Le MuMo JEPA: Multi-Modal Self-Supervised Representation Learning with Learnable Fusion Tokens¶
Conference: CVPR 2026 arXiv: 2603.24327 Code: N/A Area: Autonomous Driving / Multi-Modal Self-Supervised Learning Keywords: Multi-modal self-supervision, JEPA, fusion tokens, latent bottleneck, RGB-LiDAR fusion
TL;DR¶
This work extends the LeJEPA self-supervised framework to a multi-modal setting by introducing learnable fusion tokens as a Perceiver-style latent bottleneck within a shared Transformer, enabling efficient fusion of RGB with companion modalities (LiDAR depth / thermal infrared). A pruning strategy reduces attention overhead by approximately 9×. On Waymo, CenterNet 3D detection mAP XY reaches 23.6 (+4.3 over RGB-only LeJEPA) and Depth MAE improves from 4.704 to 2.860.
Background & Motivation¶
Background: Autonomous driving perception systems rely on multiple sensors (cameras, LiDAR, etc.), yet dominant multi-modal perception models (BEVFusion, TransFusion, etc.) remain fully supervised and require large quantities of 3D annotations. Self-supervised learning (BYOL, DINO, MAE, I-JEPA, etc.) has achieved strong results in single-modal settings but almost exclusively operates on a single modality.
Limitations of Prior Work: (1) Single-modal self-supervised learning discards complementary signals from multiple sensors—RGB captures texture and color while LiDAR provides geometric depth, and learning each independently fails to exploit their synergy. (2) Existing multi-modal self-supervised methods (ImageBind via contrastive learning, MultiMAE via masked reconstruction) do not clearly outperform single-modal baselines under strict from-scratch training. (3) Weak late fusion lacks expressiveness, while full token all-to-all attention incurs quadratic complexity.
Key Challenge: Multi-modal fusion requires dense cross-modal interaction to capture complementary information, yet full cross-attention between both modalities is computationally prohibitive (doubling the token count raises attention cost by roughly 4×).
Key Insight: The SIGReg regularization in the JEPA framework provides a modality-agnostic shared objective—pulling embeddings from both modalities toward an isotropic Gaussian \(\mathcal{N}(0, \mathbf{I})\)—without requiring hard negative mining as in pairwise contrastive learning.

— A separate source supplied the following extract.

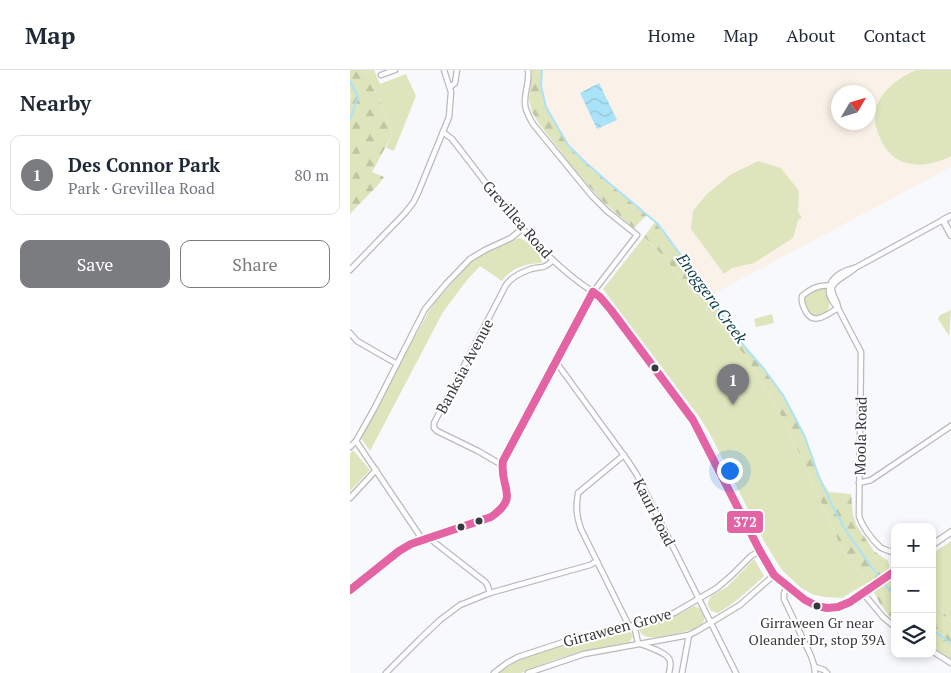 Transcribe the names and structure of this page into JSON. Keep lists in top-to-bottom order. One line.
{"streets":{"street":["Grevillea Road","Banksia Avenue","Moola Road","Kauri Road","Girraween Grove"]},"crossings":[["Grevillea Road","Banksia Avenue"],["Grevillea Road","Girraween Grove"],["Kauri Road","Girraween Grove"]],"water":["Enoggera Creek"],"places":["Girraween Gr near Oleander Dr, stop 39A"],"lines":["transit line 372"],"north":"top right","page":{"header":"Map","nav":["Home","Map","About","Contact"],"heading":"Nearby","list":[{"mark":"1","name":"Des Connor Park","note":"Park · Grevillea Road","value":"80 m"}],"buttons":["Save","Share"],"pins":"1","map_buttons":["+","−"]}} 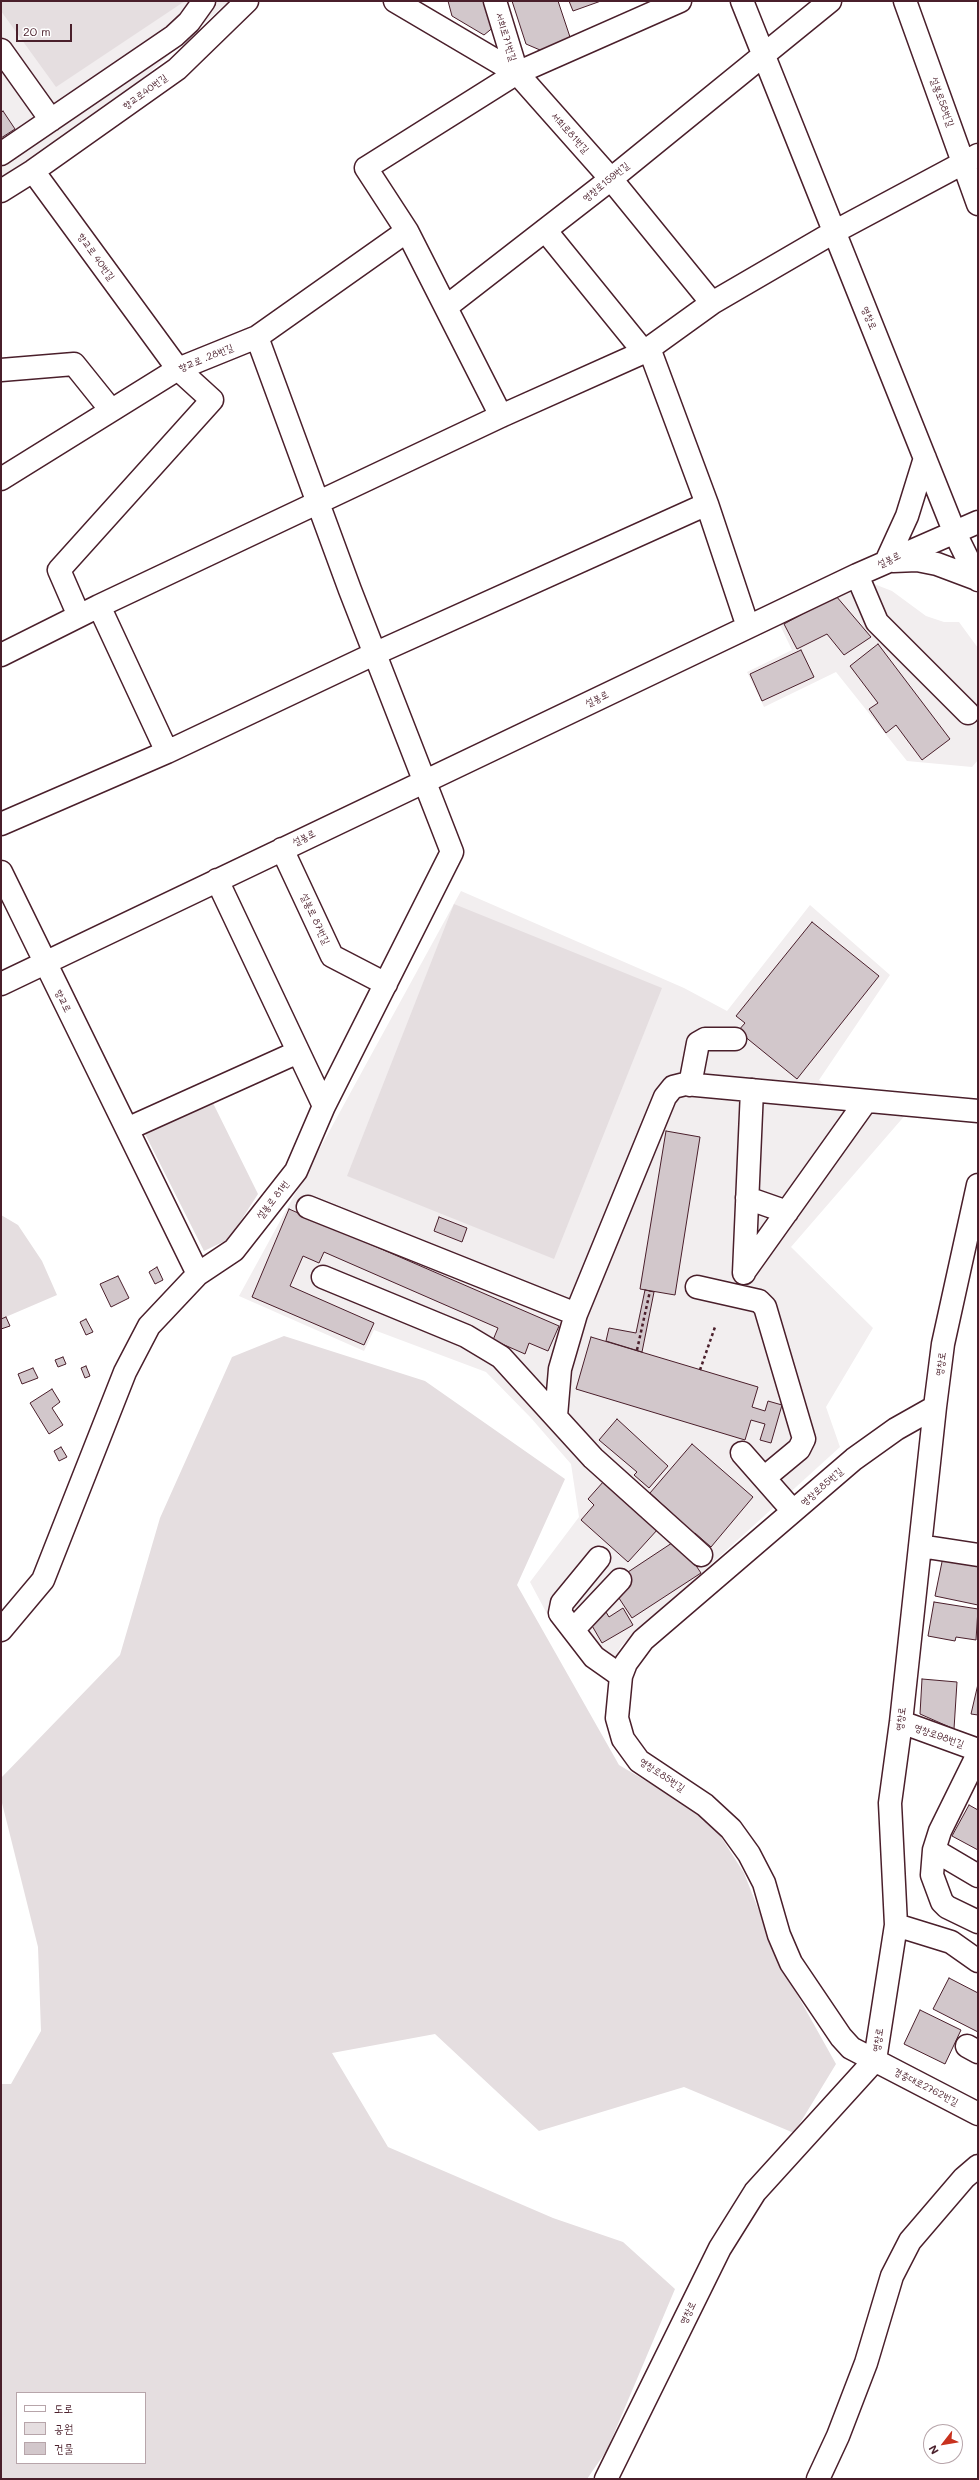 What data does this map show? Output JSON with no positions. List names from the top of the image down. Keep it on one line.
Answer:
{"streets":{"street":["서희로71번길","향교로40번길","설봉로58번길","서희로81번길","영창로159번길","향교로 40번길","영창로","향교로 .28번길","설봉로","설봉로 87번길","향교로","설봉로 81번","영창로85번길","영창로98번길","경충대로2762번길"]},"crossings":[["서희로71번길","서희로81번길"],["향교로40번길","향교로 40번길"],["서희로81번길","영창로159번길"],["영창로159번길","영창로"],["향교로 40번길","향교로 .28번길"],["영창로","설봉로"],["영창로","영창로85번길"],["영창로","영창로98번길"],["영창로","경충대로2762번길"],["향교로 .28번길","설봉로 81번"],["설봉로","설봉로 87번길"],["설봉로","향교로"],["설봉로","설봉로 81번"],["설봉로 87번길","설봉로 81번"],["향교로","설봉로 81번"],["영창로85번길","경충대로2762번길"]],"legend":["도로","공원","건물"],"scale_bar":"20 m","north":"bottom left"}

Core Idea: Learnable fusion tokens are introduced as a spatial memory buffer. After the first attention layer, modality-specific tokens are pruned. This information bottleneck forces the model to compress cross-modal evidence into the fusion token grid at an early stage, while substantially reducing computation in subsequent layers.
Method¶
Overall Architecture¶
A shared ViT-Small/16 encoder processes three groups of token sequences: \([\text{CLS}(1), \mathbf{F}(N), \mathbf{C}(N), \mathbf{M}(N)]\), where \(\mathbf{F}\) denotes fusion tokens, \(\mathbf{C}\) RGB tokens, and \(\mathbf{M}\) companion modality tokens, totaling \(1 + 3N = 589\) tokens. LiDAR depth is projected into camera coordinates to produce an aligned 2D depth map; each modality is tokenized via an independent patch stem. The training objective combines LeJEPA's invariance loss with SIGReg regularization, applied to the joint multi-modal CLS embedding.
Key Designs¶
-
Learnable Fusion Tokens + Pruning Strategy:
- Function: Performs cross-modal information fusion within the shared Transformer while controlling computational cost.
- Mechanism: \(N\) learnable fusion tokens (matching the patch count) are created. In the first layer, each fusion token \(\mathbf{f}_i\) attends to the spatially corresponding RGB patch \(\mathbf{c}_i\) and companion modality patch \(\mathbf{m}_i\). After the first layer, all \(2N\) modality tokens are pruned; subsequent layers process only \(1 + N\) tokens.
- Design Motivation: Pruning reduces attention overhead from \(\mathcal{O}((1+3N)^2)\) to \(\mathcal{O}((1+N)^2)\), approximately a 9× reduction. It also forces early cross-modal compression into the fusion tokens, forming an explicit information bottleneck. Gradients still propagate back through the first-layer cross-attention path to update both modality patch stems.
-
SIGReg Joint Multi-Modal Regularization:
- Function: Prevents representational collapse and provides a modality-agnostic shared learning objective.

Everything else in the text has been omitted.